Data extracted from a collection
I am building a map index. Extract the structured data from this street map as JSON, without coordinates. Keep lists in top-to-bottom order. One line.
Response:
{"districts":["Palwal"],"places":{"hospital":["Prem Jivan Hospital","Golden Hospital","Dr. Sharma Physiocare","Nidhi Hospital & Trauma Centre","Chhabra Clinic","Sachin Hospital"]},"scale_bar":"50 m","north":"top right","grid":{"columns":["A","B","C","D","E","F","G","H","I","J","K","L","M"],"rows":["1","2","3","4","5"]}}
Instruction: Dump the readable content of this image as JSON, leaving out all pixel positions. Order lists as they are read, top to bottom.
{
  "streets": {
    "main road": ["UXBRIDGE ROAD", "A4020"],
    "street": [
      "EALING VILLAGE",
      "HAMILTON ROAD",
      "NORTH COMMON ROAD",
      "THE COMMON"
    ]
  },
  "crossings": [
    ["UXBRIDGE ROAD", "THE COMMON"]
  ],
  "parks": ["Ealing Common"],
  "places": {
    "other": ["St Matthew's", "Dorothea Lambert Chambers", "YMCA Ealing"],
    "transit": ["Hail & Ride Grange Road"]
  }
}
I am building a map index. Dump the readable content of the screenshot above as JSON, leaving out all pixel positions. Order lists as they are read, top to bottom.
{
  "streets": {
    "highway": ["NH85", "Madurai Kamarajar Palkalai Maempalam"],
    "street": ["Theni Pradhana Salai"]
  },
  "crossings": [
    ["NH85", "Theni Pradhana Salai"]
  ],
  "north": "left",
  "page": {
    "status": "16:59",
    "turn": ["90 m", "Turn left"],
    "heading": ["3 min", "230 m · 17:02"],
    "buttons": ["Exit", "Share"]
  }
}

[INSTRUCTIONS TO FOLLOW]:
Repeat every entry exactly, please.

[REPLY TO THE TASK]:
I am building a map index. Extract the structured data from this street map as JSON, without coordinates. Keep lists in top-to-bottom order. One line.
Response:
{"districts":["Palwal"],"places":{"hospital":["Prem Jivan Hospital","Golden Hospital","Dr. Sharma Physiocare","Nidhi Hospital & Trauma Centre","Chhabra Clinic","Sachin Hospital"]},"scale_bar":"50 m","north":"top right","grid":{"columns":["A","B","C","D","E","F","G","H","I","J","K","L","M"],"rows":["1","2","3","4","5"]}}
Instruction: Dump the readable content of this image as JSON, leaving out all pixel positions. Order lists as they are read, top to bottom.
{
  "streets": {
    "main road": ["UXBRIDGE ROAD", "A4020"],
    "street": [
      "EALING VILLAGE",
      "HAMILTON ROAD",
      "NORTH COMMON ROAD",
      "THE COMMON"
    ]
  },
  "crossings": [
    ["UXBRIDGE ROAD", "THE COMMON"]
  ],
  "parks": ["Ealing Common"],
  "places": {
    "other": ["St Matthew's", "Dorothea Lambert Chambers", "YMCA Ealing"],
    "transit": ["Hail & Ride Grange Road"]
  }
}
I am building a map index. Dump the readable content of the screenshot above as JSON, leaving out all pixel positions. Order lists as they are read, top to bottom.
{
  "streets": {
    "highway": ["NH85", "Madurai Kamarajar Palkalai Maempalam"],
    "street": ["Theni Pradhana Salai"]
  },
  "crossings": [
    ["NH85", "Theni Pradhana Salai"]
  ],
  "north": "left",
  "page": {
    "status": "16:59",
    "turn": ["90 m", "Turn left"],
    "heading": ["3 min", "230 m · 17:02"],
    "buttons": ["Exit", "Share"]
  }
}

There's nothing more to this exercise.